_Problem statement_
When copying the records below, keep every word as it is and drop the images.
[Available data Boundary: Start]
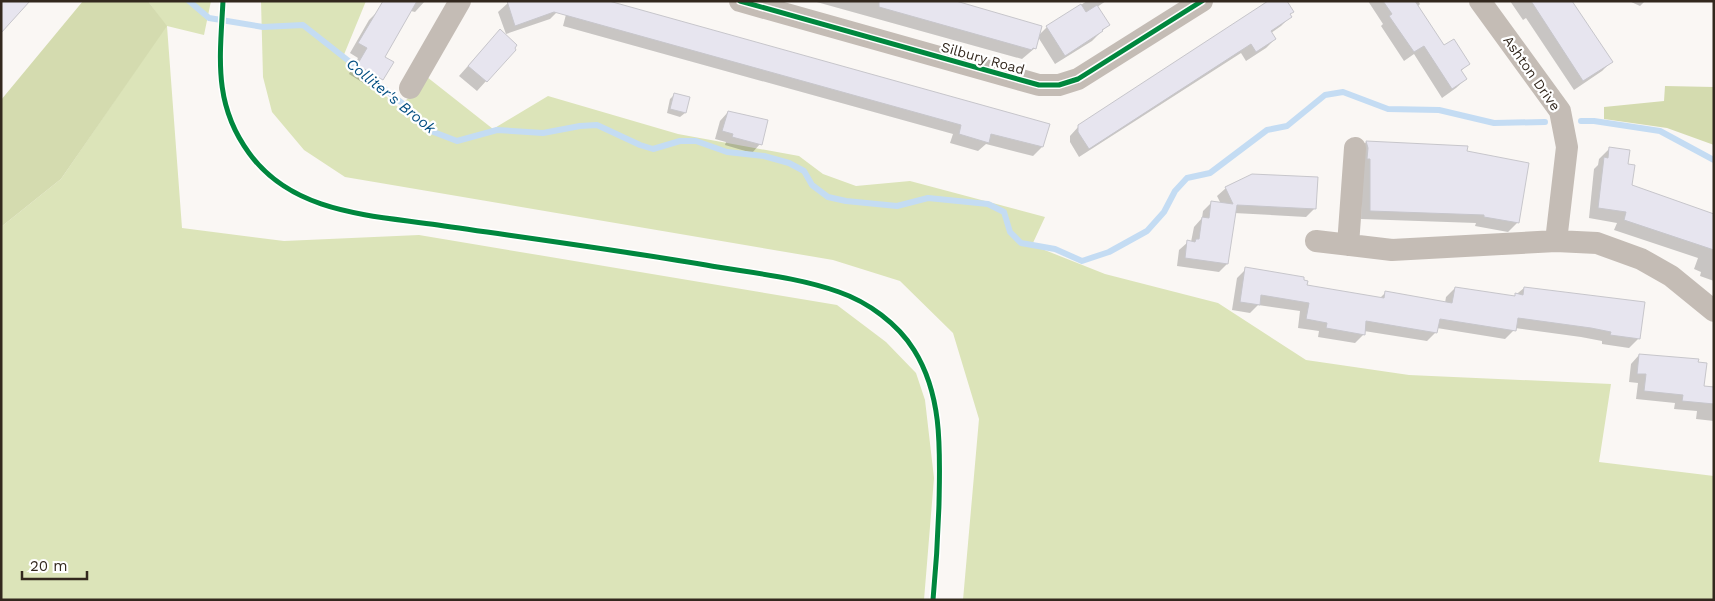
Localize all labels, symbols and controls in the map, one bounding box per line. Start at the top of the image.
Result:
street label: Ashton Drive [1500,33,1564,113]
street label: Silbury Road [940,38,1026,78]
water label: Colliter's Brook [343,55,440,138]
scale bar [22,548,88,580]
text: 20 m [30,557,68,575]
[Available data Boundary: End]
_Answer box_
Localize all labels, symbols and controls in the map, one bounding box per line. Start at the top of the image.
Result:
street label: Ashton Drive [1500,33,1564,113]
street label: Silbury Road [940,38,1026,78]
water label: Colliter's Brook [343,55,440,138]
scale bar [22,548,88,580]
text: 20 m [30,557,68,575]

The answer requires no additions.